Mme Marie-Pierre Monier, présidente. - Nous vous remercions pour votre présence à cette audition.

Cette audition a fait l'objet d'une captation vidéo qui est disponible en ligne sur le site du Sénat.

Audition de Mmes Valérie Charollais, directrice de la Fédération nationale des Conseils d'architecture, d'urbanisme et de l'environnement (CAUE), Pascale Francisco, directrice du CAUE de Charente-Maritime, et Eléonore Chambras Lafuente, en charge des relations parlementaires de la FNCAUE

Mme Marie-Pierre Monier, présidente. - Nous poursuivons avec l'audition de la Fédération nationale du Conseil d'architecture, d'urbanisme et de l'environnement (FNCAUE). J'ai la chance d'avoir un CAUE au sein de mon département et en tant qu'élue locale, j'ai beaucoup travaillé avec le CAUE de mon département. Organismes privés investis d'une mission d'intérêt public créés en 1977, les CAUE représentent de véritables services de proximité au niveau du département pour conseiller, former et informer sur la promotion de la qualité de l'architecture, de l'urbanisme et de l'environnement. Nous avons le plaisir d'auditionner Mme Valérie Charollais, directrice de la FNCAUE, Mme Éléonore Chambras-Lafuente qui est en charge des relations parlementaires de la Fédération, et Mme Pascale Francisco, directrice du CAUE de Charente-Maritime.

Les CAUE ont souvent été cités dans le cadre de nos auditions. Pour autant, vos missions ne sont pas toujours bien connues de nos concitoyens. En quoi consistent-elles ? Quel est votre maillage territorial ? Quelle est la composition des CAUE ? Quels sont vos relations avec les différents acteurs intervenant en matière de sauvegarde du patrimoine et, en particulier, les architectes des bâtiments de France (ABF) ? Qui fait le plus souvent appel à vous ? Voilà autant de questions que nous nous posons.

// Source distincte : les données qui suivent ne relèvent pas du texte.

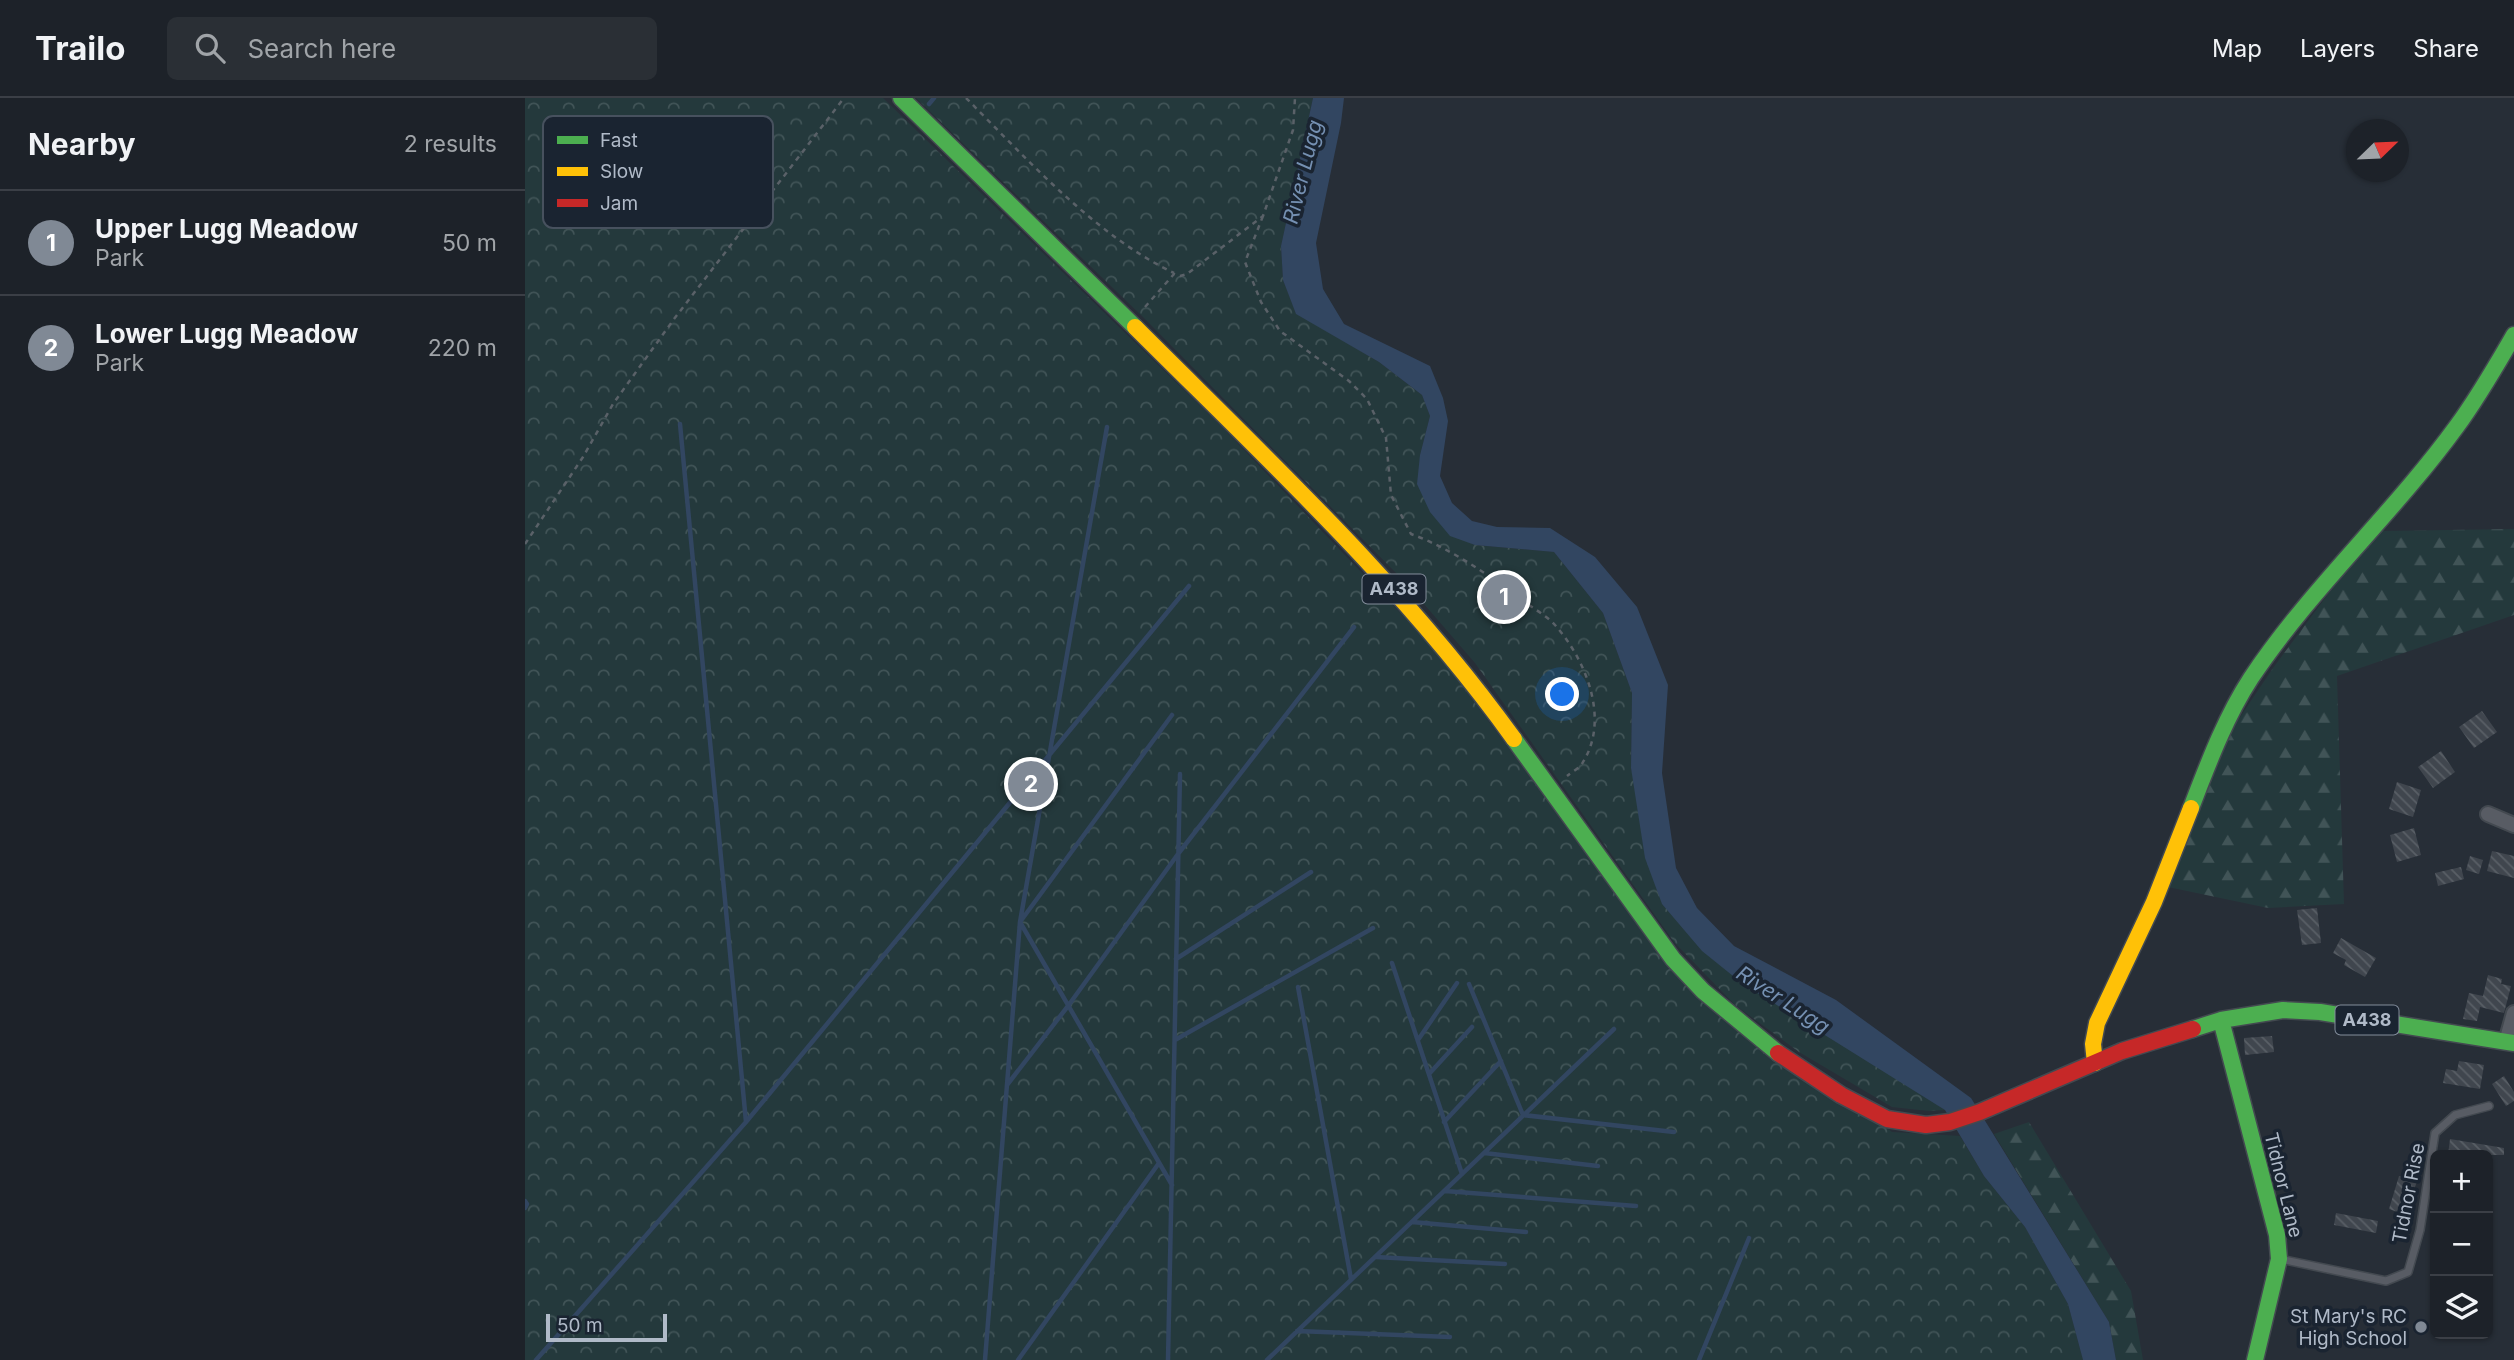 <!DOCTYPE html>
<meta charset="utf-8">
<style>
:root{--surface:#1d2229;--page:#2a2f35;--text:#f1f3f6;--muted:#a0a4a8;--line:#3b3f46;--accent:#808995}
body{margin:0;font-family:Inter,sans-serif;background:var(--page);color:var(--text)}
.controls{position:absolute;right:21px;bottom:21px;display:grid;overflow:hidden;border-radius:10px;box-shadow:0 2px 5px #0004}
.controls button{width:63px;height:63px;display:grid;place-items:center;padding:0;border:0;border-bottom:2px solid var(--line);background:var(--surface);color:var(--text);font:35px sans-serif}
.compass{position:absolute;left:1821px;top:21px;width:63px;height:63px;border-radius:50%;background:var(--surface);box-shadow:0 2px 5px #0004;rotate:67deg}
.scale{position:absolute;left:21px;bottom:18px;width:121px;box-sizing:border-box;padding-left:7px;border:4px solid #b0bac8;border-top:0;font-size:19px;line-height:24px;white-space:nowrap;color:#b0bac8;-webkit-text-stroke:5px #1a2431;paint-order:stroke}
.you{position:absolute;left:1038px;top:597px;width:24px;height:24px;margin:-18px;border:5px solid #fff;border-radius:50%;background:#1a73e8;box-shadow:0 0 0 10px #1a73e833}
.badge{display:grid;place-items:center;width:46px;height:46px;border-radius:50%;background:var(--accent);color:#fff;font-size:23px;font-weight:700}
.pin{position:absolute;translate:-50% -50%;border:4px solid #fff;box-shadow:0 2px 7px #0006}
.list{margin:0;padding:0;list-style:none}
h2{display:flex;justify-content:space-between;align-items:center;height:91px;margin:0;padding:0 28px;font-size:30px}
h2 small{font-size:23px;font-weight:400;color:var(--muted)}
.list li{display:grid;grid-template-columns:46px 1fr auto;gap:21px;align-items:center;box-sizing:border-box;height:105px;padding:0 28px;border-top:2px solid var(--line)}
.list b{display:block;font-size:26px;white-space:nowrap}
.list p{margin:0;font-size:23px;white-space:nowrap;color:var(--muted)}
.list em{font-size:23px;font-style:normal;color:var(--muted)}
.icon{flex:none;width:38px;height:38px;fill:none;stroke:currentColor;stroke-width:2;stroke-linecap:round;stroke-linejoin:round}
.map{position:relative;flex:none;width:1989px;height:1262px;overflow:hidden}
header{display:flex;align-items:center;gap:42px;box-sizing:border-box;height:98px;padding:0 35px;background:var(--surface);border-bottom:2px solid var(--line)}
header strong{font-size:33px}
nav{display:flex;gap:38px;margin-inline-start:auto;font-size:24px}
.search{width:490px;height:63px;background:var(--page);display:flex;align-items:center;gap:18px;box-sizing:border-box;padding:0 24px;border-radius:10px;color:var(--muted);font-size:26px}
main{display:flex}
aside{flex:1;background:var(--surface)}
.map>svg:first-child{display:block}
.forest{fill:url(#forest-firs)}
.park{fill:url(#park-crowns)}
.water{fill:#324661}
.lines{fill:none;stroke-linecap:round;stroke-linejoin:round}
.stream{stroke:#324661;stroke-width:4.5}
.building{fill:url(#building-back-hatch)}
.lane-casing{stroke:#434950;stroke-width:10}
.street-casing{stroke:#434950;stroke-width:18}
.fast-casing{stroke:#434950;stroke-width:19}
.slow-casing{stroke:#434950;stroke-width:19}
.jam-casing{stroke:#434950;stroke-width:19}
.path{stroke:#5a6168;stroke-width:2.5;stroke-dasharray:5 5;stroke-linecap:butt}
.lane{stroke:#585c64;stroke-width:7}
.street{stroke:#585c64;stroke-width:14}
.fast{stroke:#4caf50;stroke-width:16}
.slow{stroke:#ffc107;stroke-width:16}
.jam{stroke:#c62828;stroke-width:16}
.poi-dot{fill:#808995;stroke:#1a2431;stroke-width:2.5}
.labels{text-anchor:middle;stroke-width:7;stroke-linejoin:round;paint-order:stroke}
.shield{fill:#1a2431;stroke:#838d9b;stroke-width:2}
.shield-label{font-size:18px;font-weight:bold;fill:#b0bac8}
.street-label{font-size:19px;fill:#b0bac8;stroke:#1a2431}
.poi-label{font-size:19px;fill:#b0bac8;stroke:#1a2431;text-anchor:end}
.water-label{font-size:21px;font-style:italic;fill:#7590b2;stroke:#1a2431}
.key{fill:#1a2431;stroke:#47515e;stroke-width:2}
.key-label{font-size:19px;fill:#b0bac8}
</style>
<header>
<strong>Trailo</strong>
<div class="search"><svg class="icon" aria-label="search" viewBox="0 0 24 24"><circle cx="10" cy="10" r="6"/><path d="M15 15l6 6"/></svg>Search here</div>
<nav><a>Map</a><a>Layers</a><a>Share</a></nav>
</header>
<main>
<aside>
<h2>Nearby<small>2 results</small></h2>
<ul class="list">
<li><span class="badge">1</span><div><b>Upper Lugg Meadow</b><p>Park</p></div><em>50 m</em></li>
<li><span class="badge">2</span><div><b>Lower Lugg Meadow</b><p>Park</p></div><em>220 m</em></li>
</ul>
</aside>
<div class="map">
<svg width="1989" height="1262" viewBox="0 0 1989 1262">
<defs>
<pattern id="forest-firs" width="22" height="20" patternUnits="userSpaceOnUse" patternTransform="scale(1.75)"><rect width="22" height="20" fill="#24393c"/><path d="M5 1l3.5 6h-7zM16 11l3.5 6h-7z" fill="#415457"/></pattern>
<pattern id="park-crowns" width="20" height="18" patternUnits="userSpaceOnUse" patternTransform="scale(1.75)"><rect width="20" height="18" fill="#24393c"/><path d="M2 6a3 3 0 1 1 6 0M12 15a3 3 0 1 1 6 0" fill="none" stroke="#415457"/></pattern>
<pattern id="building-back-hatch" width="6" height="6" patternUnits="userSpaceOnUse" patternTransform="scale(1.75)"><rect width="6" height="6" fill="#40464e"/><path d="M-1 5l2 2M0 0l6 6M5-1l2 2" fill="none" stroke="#595f66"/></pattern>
</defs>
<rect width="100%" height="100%" fill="#272e37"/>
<path class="forest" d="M1989 431V517L1812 578 1819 806 1743 810 1643 789 1705 634 1748 570 1818 476 1857 433Z
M1504 1024 1606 1193 1618 1262H1591L1584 1224 1469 1036Z"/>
<path class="park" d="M0 0H358L695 327 909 550 1140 860 1367 1034 1435 1038 1459 1078 1500 1129 1543 1206 1558 1262H0V1110L2 1106 0 1103Z
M391 0H788L756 148 758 182 771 215 854 264 897 297 905 318 895 357 950 447 1029 454 1078 515 1107 595 1106 670 1137 806 1420 1012 1404 1013 1367 1009 1274 954 1210 907 1149 844 950 565 880 484 618 219Z"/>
<path class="water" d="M788 0H819L816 25 791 145 798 191 819 226 905 268 918 300 923 323 915 378 927 405 947 423 972 429 1025 430 1070 459 1112 509 1143 587 1137 675 1151 770 1172 810 1209 848 1311 902 1446 1000 1584 1224 1591 1262H1558L1543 1206 1500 1129 1459 1078 1420 1012 1218 886 1177 853 1137 806 1120 760 1106 670 1107 595 1078 515 1029 454 950 447 925 438 905 414 892 386 895 357 905 318 897 297 854 264 771 216 758 182 756 148Z"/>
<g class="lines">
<path class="stream" d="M404 6 409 0
M155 326 221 1024
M582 329 495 824 647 1087
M651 861 786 774
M867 865 937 1076
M944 886 998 1017 1149 1034
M773 889 826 1181
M543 908 653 756 829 529
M650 942 848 830
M893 942 932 885
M904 976 947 929
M482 987 543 908
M919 1024 976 963
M959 1055 1073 1068
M920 1093 1111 1108
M0 1103 2 1106 0 1110
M887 1124 1001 1134
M851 1159 980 1166
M772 1233 925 1239
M11 1262 221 1024 664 488
M460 1262 495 824 647 617
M493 1262 634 1065
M643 1262 655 676
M742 1262 1089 931
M1174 1262 1224 1140"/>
</g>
<path class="building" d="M1957 613 1972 634 1949 650 1934 629Z
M1916 653 1930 674 1908 690 1893 669Z
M1872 684 1896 692 1888 719 1864 711Z
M1889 730 1896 757 1872 764 1865 737Z
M1967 753 1989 758V780L1962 773Z
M1945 758 1958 762 1954 776 1941 772Z
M1936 769 1939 781 1913 788 1910 775Z
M1792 810 1796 845 1777 847 1772 812Z
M1816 840 1851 860 1840 879 1819 867 1821 862 1808 855Z
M1963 877 1977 881 1976 886 1986 888 1979 915 1955 909 1952 923 1938 921 1944 895 1958 898Z
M1747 938 1749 954 1720 957 1719 940Z
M1934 963 1959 967 1955 991 1918 985 1921 971 1932 973Z
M1979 978 1989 994V1003L1981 1008 1967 986Z
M1925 1041 1979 1050V1057H1923Z
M1874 1078 1892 1083 1881 1117 1864 1111Z
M1811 1115 1853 1123 1851 1135 1809 1127Z"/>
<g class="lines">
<defs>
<path id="lane" d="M1755 1161 1861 1183 1883 1174 1895 1132 1910 1035 1930 1017 1964 1008"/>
<path id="street" d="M1963 716 1989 727
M1981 944 1989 915"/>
<path id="fast" d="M376 0 610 229
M989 641 1148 861 1178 893 1253 955
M1666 710C1683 666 1700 620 1726 580 1787 489 1868 416 1932 328 1954 298 1971 268 1989 237
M1696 922 1752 1137 1754 1161 1730 1262
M1668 931 1696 922 1758 912 1795 914 1989 945"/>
<path id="slow" d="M610 229C742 361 880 489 989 641
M1570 965 1568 946 1572 925 1629 804 1666 710"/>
<path id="jam" d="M1253 955 1316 997 1362 1021 1401 1027 1425 1024 1455 1014 1597 953 1668 931"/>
</defs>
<use href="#lane" class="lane-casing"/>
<use href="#street" class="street-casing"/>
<use href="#fast" class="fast-casing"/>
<use href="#slow" class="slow-casing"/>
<use href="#jam" class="jam-casing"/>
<path class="path" d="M441 0C502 61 571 138 649 175
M738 118 720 164 736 204 755 233 824 283 842 301 861 340 866 397 886 436C927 451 965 478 1000 504 1009 511 1022 518 1030 527 1061 562 1085 621 1058 664 1055 670 1047 674 1042 678
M620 209 649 176 655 178 662 176 738 118 768 32 770 0
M0 446 58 359 88 306 149 221 319 0"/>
<use href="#lane" class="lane"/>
<use href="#street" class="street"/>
<use href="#fast" class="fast"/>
<use href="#slow" class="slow"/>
<use href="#jam" class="jam"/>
</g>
<circle class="poi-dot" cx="1896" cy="1229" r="7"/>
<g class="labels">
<g class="shield">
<rect x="837.5" y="476.5" width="63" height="29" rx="5"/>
<rect x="1810.5" y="907.5" width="63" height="29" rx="5"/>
</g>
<g class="shield-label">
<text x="869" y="497">A438</text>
<text x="1842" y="928">A438</text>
</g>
<g class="street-label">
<text transform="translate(1759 1087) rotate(76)" y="7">Tidnor Lane</text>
<text transform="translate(1883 1095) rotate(-79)" y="7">Tidnor Rise</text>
</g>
<g class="poi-label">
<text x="1882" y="1225">St Mary's RC<tspan x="1882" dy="22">High School</tspan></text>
</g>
<g class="water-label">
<text transform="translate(778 74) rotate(-76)" y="7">River Lugg</text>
<text transform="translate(1258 902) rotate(33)" y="7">River Lugg</text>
</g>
</g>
<rect x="18" y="18" width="230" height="112" rx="10" class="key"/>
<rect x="32" y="38" width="31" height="8" fill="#4caf50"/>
<rect x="32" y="69" width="31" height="9" fill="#ffc107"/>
<rect x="32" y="101" width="31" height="8" fill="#c62828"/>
<g class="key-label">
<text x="75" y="49">Fast</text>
<text x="75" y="80">Slow</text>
<text x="75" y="112">Jam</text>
</g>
</svg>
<div class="controls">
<button>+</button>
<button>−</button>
<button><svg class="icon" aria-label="layers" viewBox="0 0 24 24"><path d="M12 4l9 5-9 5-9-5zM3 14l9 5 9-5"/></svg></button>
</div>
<svg class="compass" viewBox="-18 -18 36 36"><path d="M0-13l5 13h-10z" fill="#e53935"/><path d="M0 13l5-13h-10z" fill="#a0a4a8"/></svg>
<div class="scale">50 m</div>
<div class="you"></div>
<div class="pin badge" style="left:979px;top:499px">1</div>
<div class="pin badge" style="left:506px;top:686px">2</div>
</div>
</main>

Votre témoignage permettra donc non seulement d'enrichir nos travaux sur les ABF, mais également d'apprendre à mieux vous connaître.

Je rappelle que notre mission résulte d'une initiative du groupe Les Indépendants - République et Territoires du Sénat qui a confié le rôle de rapporteur à notre collègue Pierre-Jean Verzelen. Les premières auditions ont déjà souligné la complexité des nombreuses missions des ABF et parfois quelques incompréhensions qui en résultent. Un manque de moyens a presque tout le temps été cité, avec la mise en oeuvre des périmètres délimités des abords (PDA) et des sites patrimoniaux remarquables (SPR) dans un contexte très exigeant de la transition écologique et énergétique. Mesdames les directrices, je vous propose d'ouvrir nos échanges avec un propos liminaire d'une dizaine de minutes. Je donnerai ensuite la parole au rapporteur.

Mme Valérie Charollais, directrice de la FNCAUE. - Merci de nous recevoir et de nous donner l'occasion de présenter les CAUE et leur articulation avec la mission des ABF et de donner notre point de vue sur les ABF, leurs missions et les conditions d'exercice de leur métier dans les territoires. Nous avons proposé à Pascale Francisco, directrice d'un CAUE, de venir avec nous, dans la mesure où elle a été dans une vie antérieure elle-même ABF.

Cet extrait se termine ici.